### [GOAL OF THE EXERCISE]
The response must contain all of the entries, each one repeated exactly.

### [DATA PROVIDED]
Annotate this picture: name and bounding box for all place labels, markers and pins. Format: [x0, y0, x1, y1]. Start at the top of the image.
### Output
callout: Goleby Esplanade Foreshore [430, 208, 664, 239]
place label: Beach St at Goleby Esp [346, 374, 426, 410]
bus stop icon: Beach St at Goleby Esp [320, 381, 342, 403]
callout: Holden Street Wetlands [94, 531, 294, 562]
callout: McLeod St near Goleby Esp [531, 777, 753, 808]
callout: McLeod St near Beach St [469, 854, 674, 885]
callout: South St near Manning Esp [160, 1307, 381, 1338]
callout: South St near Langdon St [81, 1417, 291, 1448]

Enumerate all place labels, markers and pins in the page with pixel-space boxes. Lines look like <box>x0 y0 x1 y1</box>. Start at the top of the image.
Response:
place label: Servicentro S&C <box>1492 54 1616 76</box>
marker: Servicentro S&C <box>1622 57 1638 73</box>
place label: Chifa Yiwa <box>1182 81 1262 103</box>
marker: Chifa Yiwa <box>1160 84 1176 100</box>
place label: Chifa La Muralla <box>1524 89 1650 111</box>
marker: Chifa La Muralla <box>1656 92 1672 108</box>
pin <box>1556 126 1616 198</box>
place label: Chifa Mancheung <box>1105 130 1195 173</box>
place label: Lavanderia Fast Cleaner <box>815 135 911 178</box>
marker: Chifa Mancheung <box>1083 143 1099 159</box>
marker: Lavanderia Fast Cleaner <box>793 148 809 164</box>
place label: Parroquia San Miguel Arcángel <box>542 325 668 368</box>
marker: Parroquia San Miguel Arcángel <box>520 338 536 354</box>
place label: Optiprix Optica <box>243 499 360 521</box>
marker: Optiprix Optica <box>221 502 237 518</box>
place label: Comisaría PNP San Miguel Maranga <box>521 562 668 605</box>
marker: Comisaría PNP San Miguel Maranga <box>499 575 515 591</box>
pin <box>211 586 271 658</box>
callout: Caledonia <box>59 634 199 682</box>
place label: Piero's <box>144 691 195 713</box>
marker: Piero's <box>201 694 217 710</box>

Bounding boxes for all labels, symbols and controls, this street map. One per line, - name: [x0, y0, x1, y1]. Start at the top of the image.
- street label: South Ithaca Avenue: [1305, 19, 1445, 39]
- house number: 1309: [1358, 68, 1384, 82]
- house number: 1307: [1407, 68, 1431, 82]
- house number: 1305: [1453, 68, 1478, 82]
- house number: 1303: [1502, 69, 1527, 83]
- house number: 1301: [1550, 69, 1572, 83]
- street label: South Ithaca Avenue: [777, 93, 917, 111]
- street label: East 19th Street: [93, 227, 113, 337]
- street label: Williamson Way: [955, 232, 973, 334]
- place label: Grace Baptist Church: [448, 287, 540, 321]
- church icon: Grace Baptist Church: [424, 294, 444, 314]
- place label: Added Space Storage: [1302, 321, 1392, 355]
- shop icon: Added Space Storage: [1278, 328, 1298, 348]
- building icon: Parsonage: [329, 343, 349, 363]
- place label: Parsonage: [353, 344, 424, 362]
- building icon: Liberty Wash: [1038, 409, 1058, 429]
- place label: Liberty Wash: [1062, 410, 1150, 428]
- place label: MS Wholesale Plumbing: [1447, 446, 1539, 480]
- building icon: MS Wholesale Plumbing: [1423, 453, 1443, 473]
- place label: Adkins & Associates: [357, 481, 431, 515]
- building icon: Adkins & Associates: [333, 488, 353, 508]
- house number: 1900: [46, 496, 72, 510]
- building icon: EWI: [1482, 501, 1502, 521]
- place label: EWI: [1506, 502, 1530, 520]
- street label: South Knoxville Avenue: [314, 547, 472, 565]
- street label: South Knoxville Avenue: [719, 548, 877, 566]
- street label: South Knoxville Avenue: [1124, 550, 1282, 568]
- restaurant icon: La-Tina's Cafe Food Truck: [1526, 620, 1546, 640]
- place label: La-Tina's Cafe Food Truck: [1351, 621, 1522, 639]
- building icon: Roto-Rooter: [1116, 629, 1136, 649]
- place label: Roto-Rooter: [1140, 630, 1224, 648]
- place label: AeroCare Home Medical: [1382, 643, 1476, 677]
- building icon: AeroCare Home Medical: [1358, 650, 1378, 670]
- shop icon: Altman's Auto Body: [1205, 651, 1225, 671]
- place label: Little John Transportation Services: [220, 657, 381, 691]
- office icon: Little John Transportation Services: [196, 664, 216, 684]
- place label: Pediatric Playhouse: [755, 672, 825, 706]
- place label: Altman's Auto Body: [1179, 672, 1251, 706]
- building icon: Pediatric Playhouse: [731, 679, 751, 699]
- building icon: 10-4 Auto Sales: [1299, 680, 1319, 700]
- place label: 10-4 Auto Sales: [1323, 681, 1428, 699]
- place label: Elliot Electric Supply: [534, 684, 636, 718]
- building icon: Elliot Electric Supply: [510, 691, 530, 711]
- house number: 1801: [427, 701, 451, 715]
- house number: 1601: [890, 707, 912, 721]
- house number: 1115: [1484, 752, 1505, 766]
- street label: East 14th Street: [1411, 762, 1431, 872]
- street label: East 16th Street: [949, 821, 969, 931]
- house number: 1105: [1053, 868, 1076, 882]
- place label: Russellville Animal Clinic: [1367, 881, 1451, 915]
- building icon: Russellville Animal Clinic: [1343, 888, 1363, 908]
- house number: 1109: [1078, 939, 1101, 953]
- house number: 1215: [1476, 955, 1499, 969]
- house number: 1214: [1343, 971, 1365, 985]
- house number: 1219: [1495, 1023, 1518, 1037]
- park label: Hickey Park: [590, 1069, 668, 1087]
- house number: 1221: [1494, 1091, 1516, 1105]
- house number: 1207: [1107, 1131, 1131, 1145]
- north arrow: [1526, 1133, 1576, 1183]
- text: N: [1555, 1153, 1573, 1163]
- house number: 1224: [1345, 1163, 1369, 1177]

### [RESPONSE TO THE TASK]
Annotate this picture: name and bounding box for all place labels, markers and pins. Format: [x0, y0, x1, y1]. Start at the top of the image.
### Output
callout: Goleby Esplanade Foreshore [430, 208, 664, 239]
place label: Beach St at Goleby Esp [346, 374, 426, 410]
bus stop icon: Beach St at Goleby Esp [320, 381, 342, 403]
callout: Holden Street Wetlands [94, 531, 294, 562]
callout: McLeod St near Goleby Esp [531, 777, 753, 808]
callout: McLeod St near Beach St [469, 854, 674, 885]
callout: South St near Manning Esp [160, 1307, 381, 1338]
callout: South St near Langdon St [81, 1417, 291, 1448]

Enumerate all place labels, markers and pins in the page with pixel-space boxes. Lines look like <box>x0 y0 x1 y1</box>. Start at the top of the image.
Response:
place label: Servicentro S&C <box>1492 54 1616 76</box>
marker: Servicentro S&C <box>1622 57 1638 73</box>
place label: Chifa Yiwa <box>1182 81 1262 103</box>
marker: Chifa Yiwa <box>1160 84 1176 100</box>
place label: Chifa La Muralla <box>1524 89 1650 111</box>
marker: Chifa La Muralla <box>1656 92 1672 108</box>
pin <box>1556 126 1616 198</box>
place label: Chifa Mancheung <box>1105 130 1195 173</box>
place label: Lavanderia Fast Cleaner <box>815 135 911 178</box>
marker: Chifa Mancheung <box>1083 143 1099 159</box>
marker: Lavanderia Fast Cleaner <box>793 148 809 164</box>
place label: Parroquia San Miguel Arcángel <box>542 325 668 368</box>
marker: Parroquia San Miguel Arcángel <box>520 338 536 354</box>
place label: Optiprix Optica <box>243 499 360 521</box>
marker: Optiprix Optica <box>221 502 237 518</box>
place label: Comisaría PNP San Miguel Maranga <box>521 562 668 605</box>
marker: Comisaría PNP San Miguel Maranga <box>499 575 515 591</box>
pin <box>211 586 271 658</box>
callout: Caledonia <box>59 634 199 682</box>
place label: Piero's <box>144 691 195 713</box>
marker: Piero's <box>201 694 217 710</box>

Bounding boxes for all labels, symbols and controls, this street map. One per line, - name: [x0, y0, x1, y1]. Start at the top of the image.
- street label: South Ithaca Avenue: [1305, 19, 1445, 39]
- house number: 1309: [1358, 68, 1384, 82]
- house number: 1307: [1407, 68, 1431, 82]
- house number: 1305: [1453, 68, 1478, 82]
- house number: 1303: [1502, 69, 1527, 83]
- house number: 1301: [1550, 69, 1572, 83]
- street label: South Ithaca Avenue: [777, 93, 917, 111]
- street label: East 19th Street: [93, 227, 113, 337]
- street label: Williamson Way: [955, 232, 973, 334]
- place label: Grace Baptist Church: [448, 287, 540, 321]
- church icon: Grace Baptist Church: [424, 294, 444, 314]
- place label: Added Space Storage: [1302, 321, 1392, 355]
- shop icon: Added Space Storage: [1278, 328, 1298, 348]
- building icon: Parsonage: [329, 343, 349, 363]
- place label: Parsonage: [353, 344, 424, 362]
- building icon: Liberty Wash: [1038, 409, 1058, 429]
- place label: Liberty Wash: [1062, 410, 1150, 428]
- place label: MS Wholesale Plumbing: [1447, 446, 1539, 480]
- building icon: MS Wholesale Plumbing: [1423, 453, 1443, 473]
- place label: Adkins & Associates: [357, 481, 431, 515]
- building icon: Adkins & Associates: [333, 488, 353, 508]
- house number: 1900: [46, 496, 72, 510]
- building icon: EWI: [1482, 501, 1502, 521]
- place label: EWI: [1506, 502, 1530, 520]
- street label: South Knoxville Avenue: [314, 547, 472, 565]
- street label: South Knoxville Avenue: [719, 548, 877, 566]
- street label: South Knoxville Avenue: [1124, 550, 1282, 568]
- restaurant icon: La-Tina's Cafe Food Truck: [1526, 620, 1546, 640]
- place label: La-Tina's Cafe Food Truck: [1351, 621, 1522, 639]
- building icon: Roto-Rooter: [1116, 629, 1136, 649]
- place label: Roto-Rooter: [1140, 630, 1224, 648]
- place label: AeroCare Home Medical: [1382, 643, 1476, 677]
- building icon: AeroCare Home Medical: [1358, 650, 1378, 670]
- shop icon: Altman's Auto Body: [1205, 651, 1225, 671]
- place label: Little John Transportation Services: [220, 657, 381, 691]
- office icon: Little John Transportation Services: [196, 664, 216, 684]
- place label: Pediatric Playhouse: [755, 672, 825, 706]
- place label: Altman's Auto Body: [1179, 672, 1251, 706]
- building icon: Pediatric Playhouse: [731, 679, 751, 699]
- building icon: 10-4 Auto Sales: [1299, 680, 1319, 700]
- place label: 10-4 Auto Sales: [1323, 681, 1428, 699]
- place label: Elliot Electric Supply: [534, 684, 636, 718]
- building icon: Elliot Electric Supply: [510, 691, 530, 711]
- house number: 1801: [427, 701, 451, 715]
- house number: 1601: [890, 707, 912, 721]
- house number: 1115: [1484, 752, 1505, 766]
- street label: East 14th Street: [1411, 762, 1431, 872]
- street label: East 16th Street: [949, 821, 969, 931]
- house number: 1105: [1053, 868, 1076, 882]
- place label: Russellville Animal Clinic: [1367, 881, 1451, 915]
- building icon: Russellville Animal Clinic: [1343, 888, 1363, 908]
- house number: 1109: [1078, 939, 1101, 953]
- house number: 1215: [1476, 955, 1499, 969]
- house number: 1214: [1343, 971, 1365, 985]
- house number: 1219: [1495, 1023, 1518, 1037]
- park label: Hickey Park: [590, 1069, 668, 1087]
- house number: 1221: [1494, 1091, 1516, 1105]
- house number: 1207: [1107, 1131, 1131, 1145]
- north arrow: [1526, 1133, 1576, 1183]
- text: N: [1555, 1153, 1573, 1163]
- house number: 1224: [1345, 1163, 1369, 1177]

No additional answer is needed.